トリカブト、ドクゼリ、そしてドクウツギと、日本三大毒草に数えられるものですが、しかし、2、3粒の実を口の中で味わうだけで死んでしまうような猛毒の植物なんでしょうか?
ドクウツギについては、拙著「アリエナイ毒性学事典」でガッツリ解説しておりますが、今回はその原稿の一部を抜粋してお届けします。
気になる人は、お買い求めいただけると、とても嬉しいです。ボクが。
さて、「アリエナイ理科」シリーズでは、この植物に対してけっこう掘り下げてきているため、既刊の読者であればご存じかと思いますが、アレです。
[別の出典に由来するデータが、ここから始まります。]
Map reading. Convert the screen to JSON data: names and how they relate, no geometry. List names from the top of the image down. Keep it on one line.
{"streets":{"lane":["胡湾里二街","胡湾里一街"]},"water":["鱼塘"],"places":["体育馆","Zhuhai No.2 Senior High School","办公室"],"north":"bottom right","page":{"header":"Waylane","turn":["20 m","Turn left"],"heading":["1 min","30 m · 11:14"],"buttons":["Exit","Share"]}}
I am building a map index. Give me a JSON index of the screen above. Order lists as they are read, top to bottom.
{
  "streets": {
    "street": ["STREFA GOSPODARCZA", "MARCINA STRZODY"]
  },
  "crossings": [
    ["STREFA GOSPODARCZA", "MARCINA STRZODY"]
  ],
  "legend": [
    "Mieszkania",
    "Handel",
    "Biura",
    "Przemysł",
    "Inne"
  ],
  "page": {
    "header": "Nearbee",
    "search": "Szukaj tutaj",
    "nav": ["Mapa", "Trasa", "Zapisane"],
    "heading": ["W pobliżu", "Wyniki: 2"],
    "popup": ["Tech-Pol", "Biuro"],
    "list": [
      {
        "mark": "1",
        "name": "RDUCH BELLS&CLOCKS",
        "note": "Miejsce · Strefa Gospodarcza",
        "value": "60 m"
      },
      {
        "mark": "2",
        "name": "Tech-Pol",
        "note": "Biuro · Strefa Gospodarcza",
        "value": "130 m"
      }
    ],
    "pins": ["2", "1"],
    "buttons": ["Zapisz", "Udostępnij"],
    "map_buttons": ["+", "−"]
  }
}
そのあまりの危険性から、かつては駆除対象にもされ、現在も大規模群落が見つかるとニュースになるような植物です。毒草の本には必ず掲載されているものの、気がつけば駆除が過ぎて、絶滅寸前、もはや日本では幻の植物となってさえいます。
園芸ルートに出回ることもなく・・・希に出回ってもすごい値段が付く有様で、栽培も困難・・・というこの怪しくも儚い植物について、伝説から本当の姿までご紹介しようと思います。
生きた化石・ドクウツギ
まずドクウツギという植物を見てみましょう。

ドクウツギの花


実を付けたドクウツギ。
日本ではドクウツギ科、ドクウツギ属、ドクウツギと一種のみ存在します。類似の植物は無く、全く孤立した種で、植物学的には謎の多い存在です。
猛毒の実をつける・・・といっても、その果肉は、果実の原型である果実化する花弁を持つ、化石でしか見られないような特徴を持ち、言うなれば生きた化石とも言える存在です。恐竜の絶滅とほぼ同時期、白亜紀後期から出現した、果実をつける植物としては最古に近い植物といえます。
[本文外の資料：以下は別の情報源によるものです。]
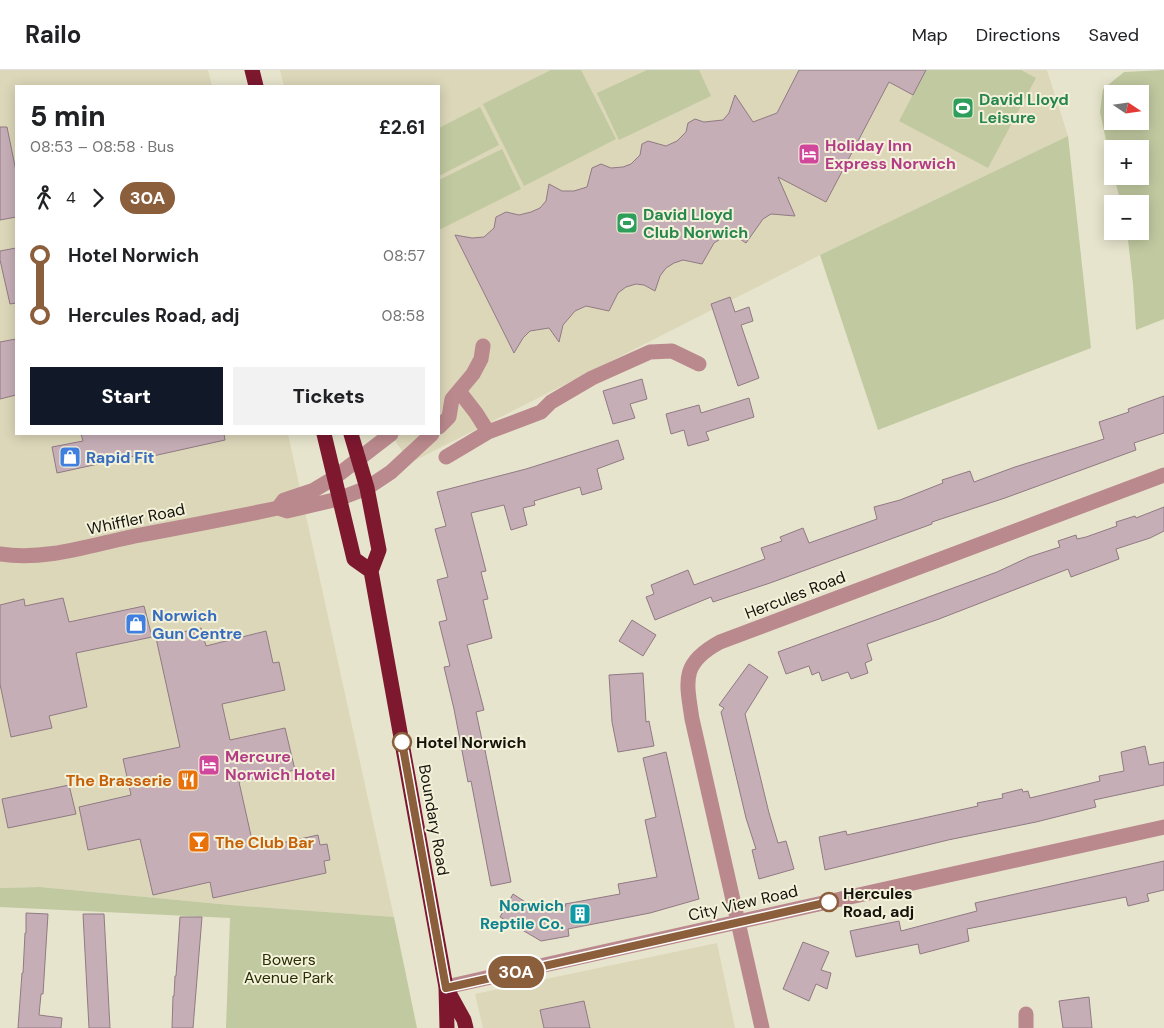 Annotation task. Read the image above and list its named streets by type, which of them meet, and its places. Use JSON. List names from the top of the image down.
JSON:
{
  "streets": {
    "highway": ["Boundary Road"],
    "street": ["Whiffler Road", "Hercules Road", "City View Road"]
  },
  "crossings": [
    ["Whiffler Road", "Boundary Road"],
    ["Hercules Road", "City View Road"],
    ["Boundary Road", "City View Road"]
  ],
  "parks": ["Bowers Avenue Park"],
  "places": {
    "sports": ["David Lloyd Leisure", "David Lloyd Club Norwich"],
    "hotel": ["Holiday Inn Express Norwich", "Mercure Norwich Hotel"],
    "shop": ["Rapid Fit", "Norwich Gun Centre"],
    "other": ["Hotel Norwich", "Hercules Road, adj"],
    "restaurant": ["The Brasserie"],
    "bar": ["The Club Bar"],
    "building": ["Norwich Reptile Co."]
  },
  "lines": ["bus line 30A"],
  "north": "right",
  "page": {
    "header": "Railo",
    "nav": ["Map", "Directions", "Saved"],
    "on_map": "30A",
    "map_buttons": ["+", "−"],
    "heading": ["5 min", "08:53 – 08:58 · Bus", "£2.61"],
    "legs": ["4", "30A"],
    "list": [
      {
        "name": "Hotel Norwich",
        "value": "08:57"
      },
      {
        "name": "Hercules Road, adj",
        "value": "08:58"
      }
    ],
    "buttons": ["Start", "Tickets"]
  }
} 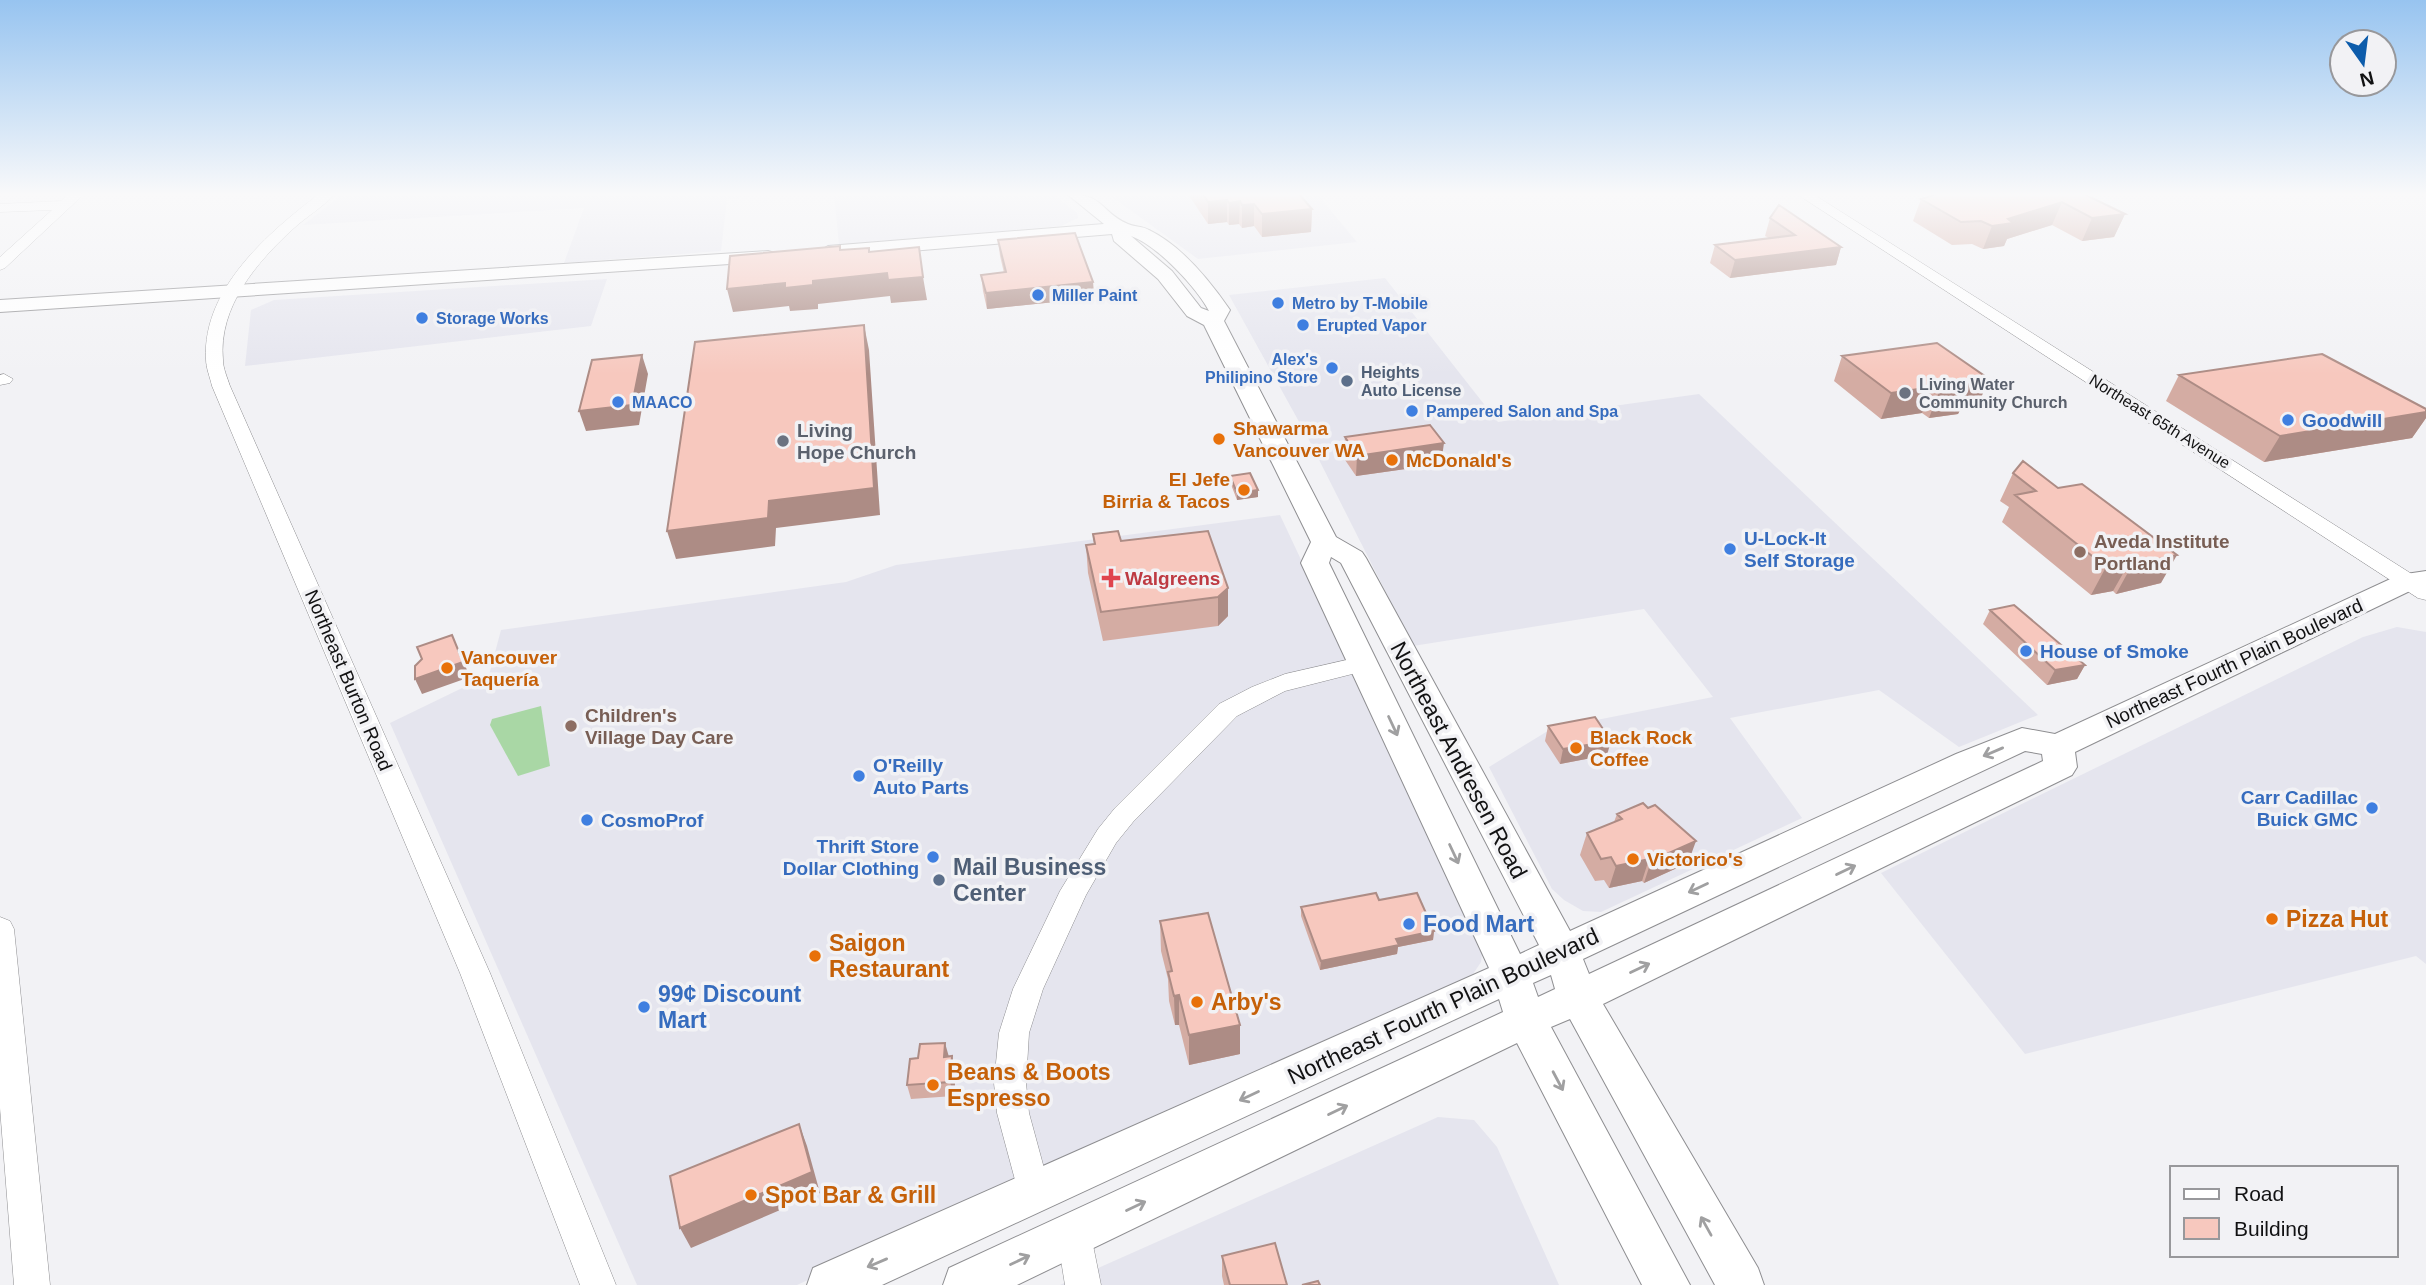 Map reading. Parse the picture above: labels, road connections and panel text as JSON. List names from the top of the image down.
{
  "streets": {
    "main road": ["Northeast Fourth Plain Boulevard", "Northeast Andresen Road"],
    "street": ["Northeast 65th Avenue", "Northeast Burton Road"]
  },
  "crossings": [
    ["Northeast 65th Avenue", "Northeast Fourth Plain Boulevard"],
    ["Northeast Fourth Plain Boulevard", "Northeast Andresen Road"]
  ],
  "places": {
    "other": [
      "Miller Paint",
      "Metro by T-Mobile",
      "Storage Works",
      "Erupted Vapor",
      "Alex's Philipino Store",
      "Heights Auto License",
      "Living Water Community Church",
      "MAACO",
      "Pampered Salon and Spa",
      "Goodwill",
      "Shawarma Vancouver WA",
      "Living Hope Church",
      "McDonald's",
      "El Jefe Birria & Tacos",
      "U-Lock-It Self Storage",
      "Aveda Institute Portland",
      "House of Smoke",
      "Vancouver Taquería",
      "Children's Village Day Care",
      "Black Rock Coffee",
      "O'Reilly Auto Parts",
      "Carr Cadillac Buick GMC",
      "CosmoProf",
      "Thrift Store Dollar Clothing",
      "Victorico's",
      "Mail Business Center",
      "Pizza Hut",
      "Food Mart",
      "Saigon Restaurant",
      "Arby's",
      "99¢ Discount Mart",
      "Beans & Boots Espresso",
      "Spot Bar & Grill"
    ],
    "health": ["Walgreens"]
  },
  "legend": ["Road", "Building"],
  "north": "bottom"
}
実際、種は果実に完全に埋没しておらず、やんわりと独立した太った花びらのような果肉に包まれた原始的な構造をしています。
さらに分布も謎で、チリのごく一部、フランス、イタリアの地中海沿いの一部、ヒマラヤ山脈、ニューギニア、そして日本。いずれも地理的にはまったく縁もゆかりもない感じの点在して、日本とほぼ同じモノが生えています。
実はこれ、新生代 約6430万年前の大陸の赤道直下の名残ではないかと言われているのです。当時、上記のエリアはいずれも熱帯地方であり、それが大陸移動と共に各地に散り、現在も細々と生きながらえているという説があります。
生きた化石と呼ばれる生物は限定された環境で細々と生き残っていることが多いのですが、ドクウツギもまた、極めて限られた環境でしか生きられない弱い植物です。
育てるのがとても大変な毒草
かつて山歩きで、ようやくドクウツギを発見し、なんとか掘り起こし家に持ち帰った事があります。
しかし、少し折れただけの枝は、すぐに萎れ、その後復活すること無く散り、見るも無惨に枯れました。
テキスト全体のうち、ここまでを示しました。